Brian, just more of your extreme left wing properganda promoting your media industry (which in the main is socialistic).
You are wrong - many of NZ settlers did not rape and pillage - rather, they brought relative peace to warring tribes and the opportunity of prosperity for all, to an otherwise poor and undeveloped nation. They did this through bringing the land & sea into ecconomic production and through solid Law & Order. These in turn provided the cash & tax to bring education, health and all the other benefits of living in the "first world".
Please stop rewriting history through subtle twists and innuendoes.
The truth is that NZ is towards the very top of of the OECD through decades of extremely hard work and good honest governance. We are therefore able to be a nation that gives generously and helps the poor instead of having our hand out to the world for support, like most other pacific nations...

Are you retarded the British have raped an pillaged every colony they have ever setup. Its just lucky that the typical genocide plan was to expensive because of our location and the Maoris expertise in military tactics.

you're an fool :)

1. when you are going to tell someone they are wrong you should at least be referring to something they have said. he quoted HH. therefore "you are wrong" would mean that he misquoted HH or that HH wrote this article. Neither of which are obviously accurate.
2. It only takes one person to rape a second person for said second person to become raped. saying that some people are innocent does nothing to suggest that no-one was victimised.
3. truth is subjective, therefore it is impossible for you to tell us what the truth is. This is especially true when describing causality. ("decades of...")

I'm afraid that income equality in NZ left the building in the 1980s, when you weren't looking:

The Europeans may have brought the opportunity for prosperity, but unfortunately that did not (and still does not) translate in to actual prosperity for all.

The Maori were deriving resources plenty fine from the land and sea before Europeans came along.

Hone is cunning ,hes like a Bull Mastif ,dont trust him in any shape or form

Good analysis Brian - I agree with you about both Rachel and Hone.

You are so right JR - we were tradesmen, we were entreprenaurs in our own right, we were fishermen, we were accountants before the English brought mayhem to this country. So, get it right PT - "....brought relative peace...." Who the hell are you kidding? Colonisers came here to civilise the natives; they did that alrite and took everything off them.....from their language to their land - and you wonder why we are the way we are....get damn real!

Back in those days Maori ate Maori, that is a fact. I don't blame Maori for that, such things were simply what happened back then, they were different times, and the Maori of today shouldn't be lambasted for how their forbears acted. So why should all whites be made scapegoats for what happened so long ago? Many of us aren't even of English lineage and our forbears didn't even arrive in NZ until last century.
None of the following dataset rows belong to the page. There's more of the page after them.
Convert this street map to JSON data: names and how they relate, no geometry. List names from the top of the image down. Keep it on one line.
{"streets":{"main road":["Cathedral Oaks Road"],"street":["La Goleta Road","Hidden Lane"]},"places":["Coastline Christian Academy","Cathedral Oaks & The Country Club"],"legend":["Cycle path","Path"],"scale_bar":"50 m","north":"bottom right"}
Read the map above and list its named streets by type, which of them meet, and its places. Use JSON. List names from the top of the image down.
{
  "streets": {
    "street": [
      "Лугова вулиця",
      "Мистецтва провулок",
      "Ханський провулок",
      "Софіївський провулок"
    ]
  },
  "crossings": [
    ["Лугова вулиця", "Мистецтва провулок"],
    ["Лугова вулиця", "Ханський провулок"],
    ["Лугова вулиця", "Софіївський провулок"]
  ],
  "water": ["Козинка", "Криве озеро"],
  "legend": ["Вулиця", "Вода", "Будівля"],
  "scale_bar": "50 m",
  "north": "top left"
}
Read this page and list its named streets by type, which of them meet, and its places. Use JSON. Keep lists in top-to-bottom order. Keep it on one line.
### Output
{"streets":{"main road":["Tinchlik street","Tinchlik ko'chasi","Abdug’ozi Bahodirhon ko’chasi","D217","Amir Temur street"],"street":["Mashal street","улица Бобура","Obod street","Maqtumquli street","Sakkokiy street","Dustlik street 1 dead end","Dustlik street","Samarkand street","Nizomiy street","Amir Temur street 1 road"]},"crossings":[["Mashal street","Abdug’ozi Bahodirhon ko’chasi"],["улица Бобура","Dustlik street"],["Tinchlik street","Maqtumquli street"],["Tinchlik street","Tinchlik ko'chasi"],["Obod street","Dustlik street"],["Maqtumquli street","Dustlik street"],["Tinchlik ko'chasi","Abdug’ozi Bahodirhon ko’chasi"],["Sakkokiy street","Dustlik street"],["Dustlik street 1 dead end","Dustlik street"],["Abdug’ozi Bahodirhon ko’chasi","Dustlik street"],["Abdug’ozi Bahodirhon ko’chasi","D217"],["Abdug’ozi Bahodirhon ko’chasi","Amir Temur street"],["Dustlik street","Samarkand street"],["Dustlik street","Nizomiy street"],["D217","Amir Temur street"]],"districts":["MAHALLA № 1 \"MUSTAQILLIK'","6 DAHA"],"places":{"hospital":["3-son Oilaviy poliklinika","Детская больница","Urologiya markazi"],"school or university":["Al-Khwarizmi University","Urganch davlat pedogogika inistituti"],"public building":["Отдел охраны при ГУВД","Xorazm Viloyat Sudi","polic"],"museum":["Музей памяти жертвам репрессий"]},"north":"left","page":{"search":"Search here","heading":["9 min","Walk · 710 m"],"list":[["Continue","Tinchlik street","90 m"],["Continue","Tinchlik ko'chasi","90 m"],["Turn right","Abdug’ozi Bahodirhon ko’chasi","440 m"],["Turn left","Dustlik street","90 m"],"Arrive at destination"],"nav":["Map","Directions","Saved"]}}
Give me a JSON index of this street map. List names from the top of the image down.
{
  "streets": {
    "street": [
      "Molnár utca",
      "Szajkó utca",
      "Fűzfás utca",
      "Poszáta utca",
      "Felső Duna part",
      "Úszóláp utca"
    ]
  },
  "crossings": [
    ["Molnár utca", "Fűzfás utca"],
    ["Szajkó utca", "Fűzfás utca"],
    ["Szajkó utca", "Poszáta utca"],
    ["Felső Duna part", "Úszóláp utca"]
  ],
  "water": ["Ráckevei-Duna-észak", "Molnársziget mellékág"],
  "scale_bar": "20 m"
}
None of my ancestors have ever owned land here or been in positions of power, so if you think I've ever benefited at the expense of Maori you're dreaming.

How was European colonization of NZ worse than the colonization of North America or Australia? As far as I can see NZ has the best supported indigenous people in the western world. It's not perfect but then no country is. NZ doesn't have as easy access to its minerals as Australia does because we are not a desert and we have the treaty. Our economic problems were started by Britain joining the EEC and the oil shocks of 73 & 78. I don't think the answers are so simple to find as people think they are. Sacrifices need to be made.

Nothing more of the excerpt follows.